No quarto nível, abaixo das três
categorias anteriores, surge o nível de ‘Não havendo suficiente confiança,
surge a desconfiança’. São aquelas pessoas que
não têm nem convicção das coisas. Nos
três níveis anteriores existe a convicção demonstrada de formas
diferentes. Nesse quarto nível, as
pessoas não são totalmente confiantes em suas próprias mentes, não têm a
convicção de acreditar que existe ou que não existe - ficam flutuando entre o
‘às vezes acho que sim e ás vezes acho que não - às vezes penso e às vezes não
penso’. Surge, então, a desconfiança e a
vida é vivida na incerteza.
Em seguida, nas duas últimas frases,
Lao Tse diz:
Quem valoriza
a palavra, realiza a obra sem deixar rastros
Assim, o povo
achará que surgiu por si, naturalmente.
Por que então teria surgido toda essa
polêmica e toda essa divisão entre as convicções dos seres?
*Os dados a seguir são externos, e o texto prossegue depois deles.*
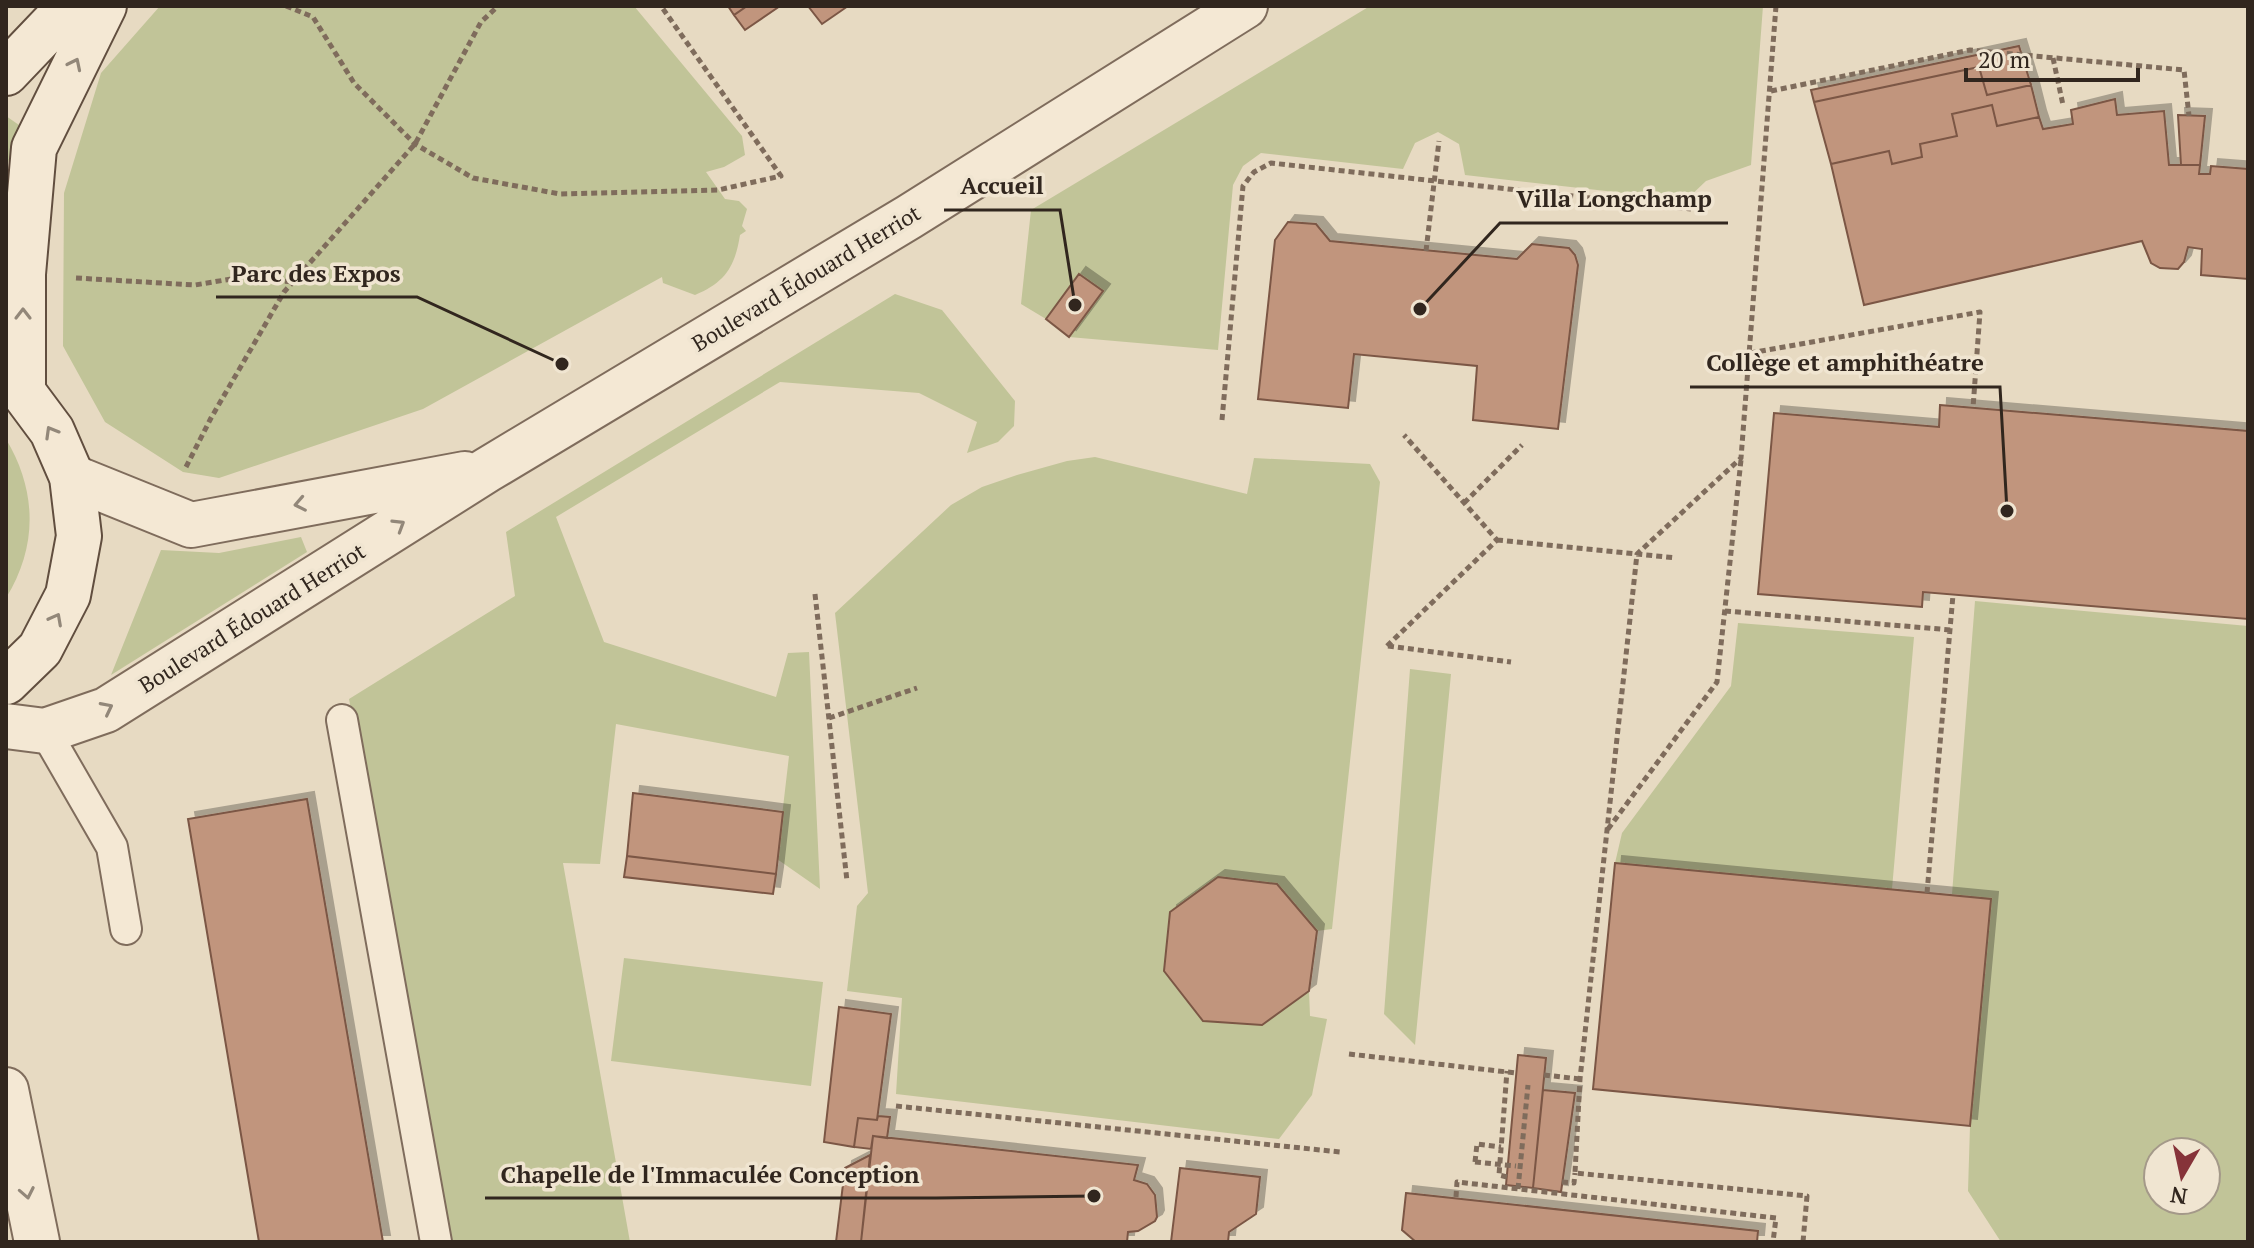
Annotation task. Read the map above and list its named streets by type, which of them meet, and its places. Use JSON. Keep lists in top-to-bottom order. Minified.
{"streets":{"street":["Boulevard Édouard Herriot"]},"places":["Accueil","Villa Longchamp","Parc des Expos","Collège et amphithéatre","Chapelle de l'Immaculée Conception"],"scale_bar":"20 m","north":"bottom"}
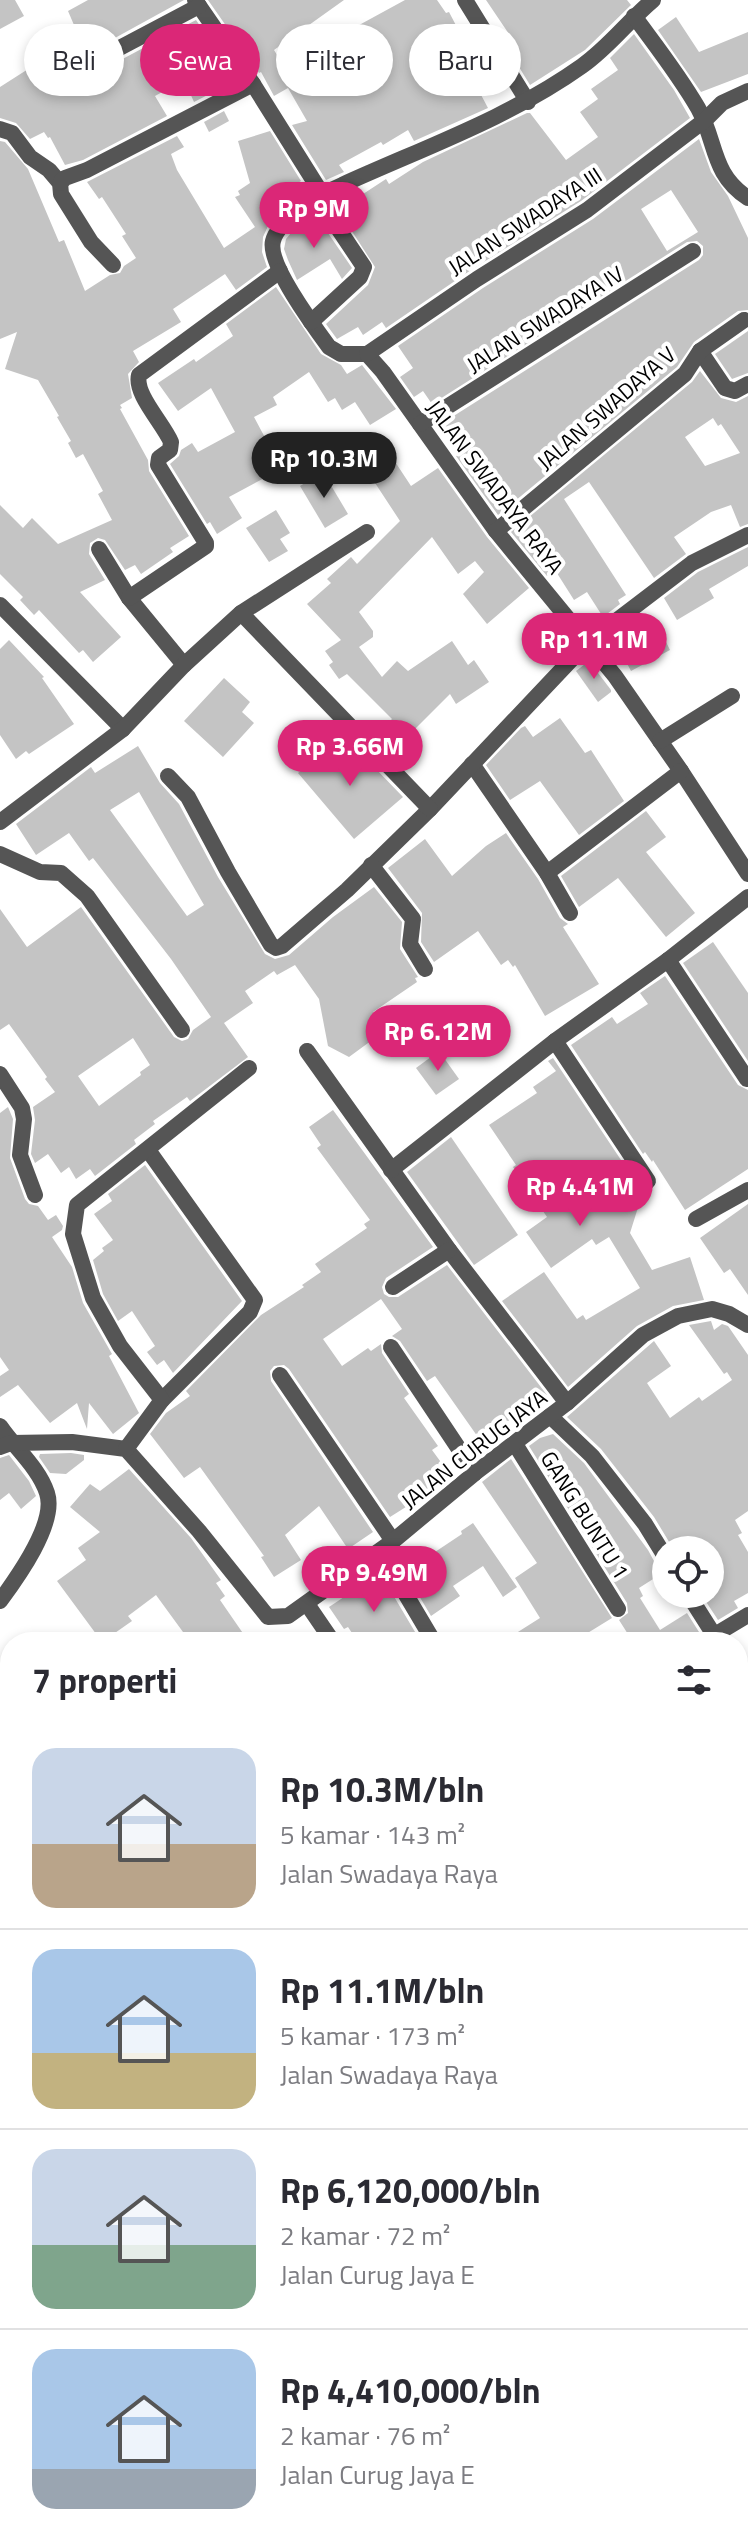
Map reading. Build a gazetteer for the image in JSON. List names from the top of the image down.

Porque, na verdade, o Homem Sagrado valoriza
suas palavras. A vivência no Sagrado
está além de sua linguagem. O Sábio, o
Iluminado, sente não poder transportar essa experiência para a linguagem, para
a palavra, para que não seja distorcida, para não trazer má interpretações
dessas experiências que estão além das palavras.
Por isso, Ele diz:
Quem valoriza
a palavra, realiza a obra sem deixar rastros
Quem vive o Absoluto - que não tem
forma -, age naturalmente em sua vida cotidiana, não deixando rastros.
O que são rastros?
O rastro é a personalidade. Os grandes mestres iluminados não têm
personalidade, não têm sub-consciente ou inconsciente.
Numa palestra de um grande mestre
budista em meditação, um discípulo perguntou como seria a conduta de um grande
mestre iluminado.
O mestre respondeu que quem alcança a
iluminação não tem subconsciente ou inconsciente, apenas tem uma única
consciência. Essa consciência não é o
consciente como antítese do inconsciente e não é o consciente que cobre, que
esconde o inconsciente - simplesmente não existem consciente e inconsciente nem
subconsciente. Existe apenas uma única
Consciência. Essa Consciência não tem
julgamento, é uma luz pura, uma lucidez pura.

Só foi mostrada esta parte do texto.